Wenzel recalls an especially private patient who was losing sleep over the thought of spreading her legs and exposing her genitalia during childbirth to the doctors, nurses, and even her husband. She eventually concluded that she needed to let it go and roll with it. “She recognized doctors and nurses see this stuff every day, and she was fine,” Wenzel says.
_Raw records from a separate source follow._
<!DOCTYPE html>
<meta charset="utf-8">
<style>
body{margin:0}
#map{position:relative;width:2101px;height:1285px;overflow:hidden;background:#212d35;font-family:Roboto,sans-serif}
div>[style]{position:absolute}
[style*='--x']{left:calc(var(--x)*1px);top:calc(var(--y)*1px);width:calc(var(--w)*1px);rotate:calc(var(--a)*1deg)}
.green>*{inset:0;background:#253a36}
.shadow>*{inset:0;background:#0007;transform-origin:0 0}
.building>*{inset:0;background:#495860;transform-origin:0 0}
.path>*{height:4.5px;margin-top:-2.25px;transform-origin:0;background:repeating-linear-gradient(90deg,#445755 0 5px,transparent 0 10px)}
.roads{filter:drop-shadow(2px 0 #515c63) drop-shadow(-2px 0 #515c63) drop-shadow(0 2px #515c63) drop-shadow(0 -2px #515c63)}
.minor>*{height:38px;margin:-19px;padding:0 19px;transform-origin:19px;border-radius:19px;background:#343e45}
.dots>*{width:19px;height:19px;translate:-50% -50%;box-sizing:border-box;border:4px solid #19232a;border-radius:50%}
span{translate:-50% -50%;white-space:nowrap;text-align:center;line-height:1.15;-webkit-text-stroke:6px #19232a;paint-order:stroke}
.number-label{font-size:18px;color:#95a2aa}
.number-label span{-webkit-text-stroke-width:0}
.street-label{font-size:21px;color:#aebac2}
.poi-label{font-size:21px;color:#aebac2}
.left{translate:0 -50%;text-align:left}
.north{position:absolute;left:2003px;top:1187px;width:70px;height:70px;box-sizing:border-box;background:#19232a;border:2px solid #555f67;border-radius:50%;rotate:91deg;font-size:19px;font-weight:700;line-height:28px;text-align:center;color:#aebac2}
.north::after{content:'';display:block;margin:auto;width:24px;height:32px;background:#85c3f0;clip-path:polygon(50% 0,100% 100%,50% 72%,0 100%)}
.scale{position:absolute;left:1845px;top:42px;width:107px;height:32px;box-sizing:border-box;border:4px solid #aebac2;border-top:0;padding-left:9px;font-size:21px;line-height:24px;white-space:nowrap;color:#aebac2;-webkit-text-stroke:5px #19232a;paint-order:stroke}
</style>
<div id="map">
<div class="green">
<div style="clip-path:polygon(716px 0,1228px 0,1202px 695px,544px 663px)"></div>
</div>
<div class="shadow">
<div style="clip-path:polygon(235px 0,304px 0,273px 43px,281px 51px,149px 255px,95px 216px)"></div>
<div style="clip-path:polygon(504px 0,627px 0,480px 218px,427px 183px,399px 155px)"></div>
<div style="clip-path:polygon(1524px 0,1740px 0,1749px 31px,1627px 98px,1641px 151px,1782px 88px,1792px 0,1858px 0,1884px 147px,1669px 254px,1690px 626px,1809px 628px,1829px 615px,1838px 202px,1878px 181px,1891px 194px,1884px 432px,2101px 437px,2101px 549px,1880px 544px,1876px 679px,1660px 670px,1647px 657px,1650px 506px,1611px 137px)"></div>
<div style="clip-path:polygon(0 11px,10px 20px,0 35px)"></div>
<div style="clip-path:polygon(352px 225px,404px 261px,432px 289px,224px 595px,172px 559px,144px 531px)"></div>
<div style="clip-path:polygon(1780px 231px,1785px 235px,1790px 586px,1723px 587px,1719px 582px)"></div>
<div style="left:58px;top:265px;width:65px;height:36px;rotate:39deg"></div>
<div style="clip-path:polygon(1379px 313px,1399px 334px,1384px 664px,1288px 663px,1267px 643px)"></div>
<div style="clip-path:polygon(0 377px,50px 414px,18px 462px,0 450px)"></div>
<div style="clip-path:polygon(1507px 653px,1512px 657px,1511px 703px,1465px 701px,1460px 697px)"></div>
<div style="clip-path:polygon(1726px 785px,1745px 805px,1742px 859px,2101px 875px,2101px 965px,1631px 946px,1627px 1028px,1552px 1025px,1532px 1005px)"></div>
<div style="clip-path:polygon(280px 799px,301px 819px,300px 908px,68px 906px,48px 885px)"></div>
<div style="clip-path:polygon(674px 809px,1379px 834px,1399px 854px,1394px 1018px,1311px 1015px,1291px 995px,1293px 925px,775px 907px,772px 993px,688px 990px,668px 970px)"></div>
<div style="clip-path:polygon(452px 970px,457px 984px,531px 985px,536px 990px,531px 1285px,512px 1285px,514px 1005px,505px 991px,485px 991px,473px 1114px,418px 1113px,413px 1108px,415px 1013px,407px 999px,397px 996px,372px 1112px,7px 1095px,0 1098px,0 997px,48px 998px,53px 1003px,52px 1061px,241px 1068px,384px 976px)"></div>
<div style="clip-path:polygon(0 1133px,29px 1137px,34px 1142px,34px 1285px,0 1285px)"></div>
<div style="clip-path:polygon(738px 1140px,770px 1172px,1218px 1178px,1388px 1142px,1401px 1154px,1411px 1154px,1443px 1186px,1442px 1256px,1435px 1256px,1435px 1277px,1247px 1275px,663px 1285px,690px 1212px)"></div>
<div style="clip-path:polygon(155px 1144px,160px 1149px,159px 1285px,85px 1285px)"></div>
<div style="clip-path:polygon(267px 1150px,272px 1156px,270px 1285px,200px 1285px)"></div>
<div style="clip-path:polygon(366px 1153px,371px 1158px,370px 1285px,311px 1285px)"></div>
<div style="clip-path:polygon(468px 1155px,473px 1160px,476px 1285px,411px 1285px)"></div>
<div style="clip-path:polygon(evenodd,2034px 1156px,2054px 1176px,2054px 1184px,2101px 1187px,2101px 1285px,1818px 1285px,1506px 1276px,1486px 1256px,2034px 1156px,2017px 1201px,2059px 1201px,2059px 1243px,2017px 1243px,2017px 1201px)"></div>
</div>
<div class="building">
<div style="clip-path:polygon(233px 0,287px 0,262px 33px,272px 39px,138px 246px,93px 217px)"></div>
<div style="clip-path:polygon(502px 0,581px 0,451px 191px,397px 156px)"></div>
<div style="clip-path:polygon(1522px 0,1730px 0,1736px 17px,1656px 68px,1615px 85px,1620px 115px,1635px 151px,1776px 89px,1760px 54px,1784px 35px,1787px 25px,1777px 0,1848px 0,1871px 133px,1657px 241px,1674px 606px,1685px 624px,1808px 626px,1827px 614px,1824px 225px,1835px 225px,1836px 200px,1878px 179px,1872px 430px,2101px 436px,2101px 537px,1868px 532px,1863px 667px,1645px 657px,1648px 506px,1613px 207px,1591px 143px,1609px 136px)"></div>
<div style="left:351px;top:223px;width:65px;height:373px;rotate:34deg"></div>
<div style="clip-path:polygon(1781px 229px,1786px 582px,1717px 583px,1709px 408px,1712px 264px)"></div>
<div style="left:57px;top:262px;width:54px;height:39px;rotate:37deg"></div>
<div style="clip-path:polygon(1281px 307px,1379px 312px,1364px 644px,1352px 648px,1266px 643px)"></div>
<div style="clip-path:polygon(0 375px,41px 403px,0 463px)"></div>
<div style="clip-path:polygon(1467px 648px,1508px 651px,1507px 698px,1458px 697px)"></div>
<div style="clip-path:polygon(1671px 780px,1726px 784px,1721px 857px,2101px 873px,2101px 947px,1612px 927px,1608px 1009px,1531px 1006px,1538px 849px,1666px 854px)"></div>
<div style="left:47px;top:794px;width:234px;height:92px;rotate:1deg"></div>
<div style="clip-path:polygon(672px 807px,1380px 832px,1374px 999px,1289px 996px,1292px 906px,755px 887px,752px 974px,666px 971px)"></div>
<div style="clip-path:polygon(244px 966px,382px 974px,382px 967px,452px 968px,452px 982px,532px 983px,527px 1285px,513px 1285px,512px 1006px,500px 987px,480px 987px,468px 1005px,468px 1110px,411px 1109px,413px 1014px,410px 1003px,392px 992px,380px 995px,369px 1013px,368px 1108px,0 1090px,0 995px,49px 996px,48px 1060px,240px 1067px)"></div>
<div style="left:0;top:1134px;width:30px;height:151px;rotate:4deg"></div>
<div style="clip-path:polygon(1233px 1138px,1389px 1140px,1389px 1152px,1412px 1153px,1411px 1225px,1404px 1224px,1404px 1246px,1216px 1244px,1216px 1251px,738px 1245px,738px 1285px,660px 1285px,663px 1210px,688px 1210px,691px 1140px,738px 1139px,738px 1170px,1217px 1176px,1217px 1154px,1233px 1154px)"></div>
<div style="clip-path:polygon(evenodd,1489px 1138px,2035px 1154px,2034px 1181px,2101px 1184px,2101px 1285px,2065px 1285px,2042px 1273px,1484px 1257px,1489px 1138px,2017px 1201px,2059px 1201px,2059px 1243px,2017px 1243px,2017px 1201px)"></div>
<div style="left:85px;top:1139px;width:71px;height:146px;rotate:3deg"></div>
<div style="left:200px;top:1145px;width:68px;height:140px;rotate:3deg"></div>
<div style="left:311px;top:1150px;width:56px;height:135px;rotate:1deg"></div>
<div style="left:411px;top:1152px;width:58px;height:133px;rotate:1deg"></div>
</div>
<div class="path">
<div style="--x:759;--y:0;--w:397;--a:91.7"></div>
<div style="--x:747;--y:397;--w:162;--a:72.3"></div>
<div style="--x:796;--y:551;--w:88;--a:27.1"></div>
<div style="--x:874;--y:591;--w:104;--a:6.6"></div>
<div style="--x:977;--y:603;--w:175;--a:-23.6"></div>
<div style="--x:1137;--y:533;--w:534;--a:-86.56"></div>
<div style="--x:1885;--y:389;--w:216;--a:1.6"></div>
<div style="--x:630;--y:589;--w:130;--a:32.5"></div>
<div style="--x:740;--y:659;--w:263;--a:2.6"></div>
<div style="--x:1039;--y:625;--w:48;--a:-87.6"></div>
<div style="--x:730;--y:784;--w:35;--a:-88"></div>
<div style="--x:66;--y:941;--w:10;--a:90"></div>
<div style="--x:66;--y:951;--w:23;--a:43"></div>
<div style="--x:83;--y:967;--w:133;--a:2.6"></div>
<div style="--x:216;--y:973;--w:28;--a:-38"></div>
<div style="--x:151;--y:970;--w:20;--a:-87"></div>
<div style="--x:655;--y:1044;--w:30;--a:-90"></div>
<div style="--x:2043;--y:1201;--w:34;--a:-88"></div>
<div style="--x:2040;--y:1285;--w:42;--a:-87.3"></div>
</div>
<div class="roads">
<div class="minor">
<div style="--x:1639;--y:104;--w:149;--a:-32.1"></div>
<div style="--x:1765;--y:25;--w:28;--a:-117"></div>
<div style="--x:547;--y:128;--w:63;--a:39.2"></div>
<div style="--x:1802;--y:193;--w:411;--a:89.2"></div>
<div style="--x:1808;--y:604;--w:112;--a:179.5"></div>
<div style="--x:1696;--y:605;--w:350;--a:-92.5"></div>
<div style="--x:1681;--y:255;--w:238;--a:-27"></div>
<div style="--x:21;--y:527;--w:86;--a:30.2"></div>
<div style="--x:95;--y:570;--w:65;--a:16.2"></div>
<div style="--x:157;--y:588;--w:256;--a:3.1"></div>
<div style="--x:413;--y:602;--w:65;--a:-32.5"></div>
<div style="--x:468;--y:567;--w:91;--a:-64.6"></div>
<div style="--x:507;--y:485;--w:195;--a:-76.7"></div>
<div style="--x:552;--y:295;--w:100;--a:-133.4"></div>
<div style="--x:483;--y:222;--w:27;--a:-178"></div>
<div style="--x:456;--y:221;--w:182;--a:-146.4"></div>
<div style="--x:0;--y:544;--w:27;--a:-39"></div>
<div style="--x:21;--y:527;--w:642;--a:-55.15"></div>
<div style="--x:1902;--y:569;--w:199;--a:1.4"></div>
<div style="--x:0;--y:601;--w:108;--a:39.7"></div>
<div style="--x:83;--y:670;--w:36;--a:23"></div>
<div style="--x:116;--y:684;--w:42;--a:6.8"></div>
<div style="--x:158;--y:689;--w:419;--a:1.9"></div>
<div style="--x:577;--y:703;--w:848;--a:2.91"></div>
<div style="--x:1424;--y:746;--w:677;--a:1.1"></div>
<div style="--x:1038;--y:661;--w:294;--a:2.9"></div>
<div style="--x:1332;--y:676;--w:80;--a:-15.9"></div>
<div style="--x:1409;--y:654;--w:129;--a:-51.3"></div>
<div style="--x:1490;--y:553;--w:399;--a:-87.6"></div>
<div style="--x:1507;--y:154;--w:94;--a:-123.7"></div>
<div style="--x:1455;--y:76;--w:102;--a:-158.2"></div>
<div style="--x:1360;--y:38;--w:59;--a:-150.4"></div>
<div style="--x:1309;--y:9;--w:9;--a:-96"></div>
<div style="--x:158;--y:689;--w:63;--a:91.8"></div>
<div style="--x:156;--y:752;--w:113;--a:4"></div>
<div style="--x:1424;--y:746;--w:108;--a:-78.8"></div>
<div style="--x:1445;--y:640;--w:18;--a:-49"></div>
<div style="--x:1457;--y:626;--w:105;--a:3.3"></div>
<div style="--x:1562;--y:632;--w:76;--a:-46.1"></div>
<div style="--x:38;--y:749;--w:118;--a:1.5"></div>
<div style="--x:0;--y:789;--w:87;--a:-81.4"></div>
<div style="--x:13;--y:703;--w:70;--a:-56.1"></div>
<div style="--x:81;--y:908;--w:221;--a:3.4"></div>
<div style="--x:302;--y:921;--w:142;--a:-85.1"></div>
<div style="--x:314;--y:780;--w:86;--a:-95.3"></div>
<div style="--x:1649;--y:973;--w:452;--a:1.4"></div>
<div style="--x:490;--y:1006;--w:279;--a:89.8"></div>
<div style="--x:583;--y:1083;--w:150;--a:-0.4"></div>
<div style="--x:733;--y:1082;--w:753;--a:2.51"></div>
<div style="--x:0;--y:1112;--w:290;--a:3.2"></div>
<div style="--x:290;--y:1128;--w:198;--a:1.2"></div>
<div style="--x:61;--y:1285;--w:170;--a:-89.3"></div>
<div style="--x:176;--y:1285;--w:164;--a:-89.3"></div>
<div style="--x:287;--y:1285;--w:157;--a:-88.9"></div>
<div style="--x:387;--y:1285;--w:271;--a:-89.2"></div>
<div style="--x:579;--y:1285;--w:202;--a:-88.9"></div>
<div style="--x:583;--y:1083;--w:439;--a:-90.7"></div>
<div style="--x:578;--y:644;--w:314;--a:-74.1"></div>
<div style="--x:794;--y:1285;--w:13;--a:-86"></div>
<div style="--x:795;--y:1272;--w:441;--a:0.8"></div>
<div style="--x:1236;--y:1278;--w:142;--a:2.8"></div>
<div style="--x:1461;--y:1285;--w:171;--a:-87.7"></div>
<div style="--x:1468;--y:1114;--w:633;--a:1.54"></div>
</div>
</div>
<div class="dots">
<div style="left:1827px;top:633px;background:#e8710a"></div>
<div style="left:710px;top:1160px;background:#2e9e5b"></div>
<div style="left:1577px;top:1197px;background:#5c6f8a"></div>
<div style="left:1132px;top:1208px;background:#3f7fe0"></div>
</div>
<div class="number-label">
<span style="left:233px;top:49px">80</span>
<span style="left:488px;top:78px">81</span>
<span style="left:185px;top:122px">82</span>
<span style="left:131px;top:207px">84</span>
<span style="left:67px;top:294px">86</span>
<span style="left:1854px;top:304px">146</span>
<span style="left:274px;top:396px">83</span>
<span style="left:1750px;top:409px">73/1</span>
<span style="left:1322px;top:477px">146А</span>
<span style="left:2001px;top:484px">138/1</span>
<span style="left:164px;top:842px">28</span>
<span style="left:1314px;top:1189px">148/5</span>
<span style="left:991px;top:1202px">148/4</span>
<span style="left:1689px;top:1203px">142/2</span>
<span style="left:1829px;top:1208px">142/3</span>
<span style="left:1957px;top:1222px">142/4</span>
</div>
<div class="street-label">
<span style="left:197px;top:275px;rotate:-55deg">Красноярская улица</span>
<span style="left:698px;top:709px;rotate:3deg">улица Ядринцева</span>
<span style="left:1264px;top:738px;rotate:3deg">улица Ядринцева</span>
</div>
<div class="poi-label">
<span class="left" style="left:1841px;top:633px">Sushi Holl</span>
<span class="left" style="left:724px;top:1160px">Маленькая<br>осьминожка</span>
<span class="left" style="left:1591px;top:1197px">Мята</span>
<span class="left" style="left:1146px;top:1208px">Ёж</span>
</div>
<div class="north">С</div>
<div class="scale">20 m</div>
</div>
For Smith, who is now looking to have children, what helped her was joining a tokophobia support group on Facebook, finding a female therapist specializing in women’s issues, and learning that with a therapist’s recommendation, she could request an elective C-section. “The idea of birth is still terrifying to me, but it’s doable,” she says. That said, Smith and her husband have been trying on and off for years to get pregnant. With no success–“I wonder if my anxiety has prevented it from happening,” she says–they’re in the process of adoption. But even though she’s got a handle on her fears, one thing is certain: “I will never be in the room for a birth again.”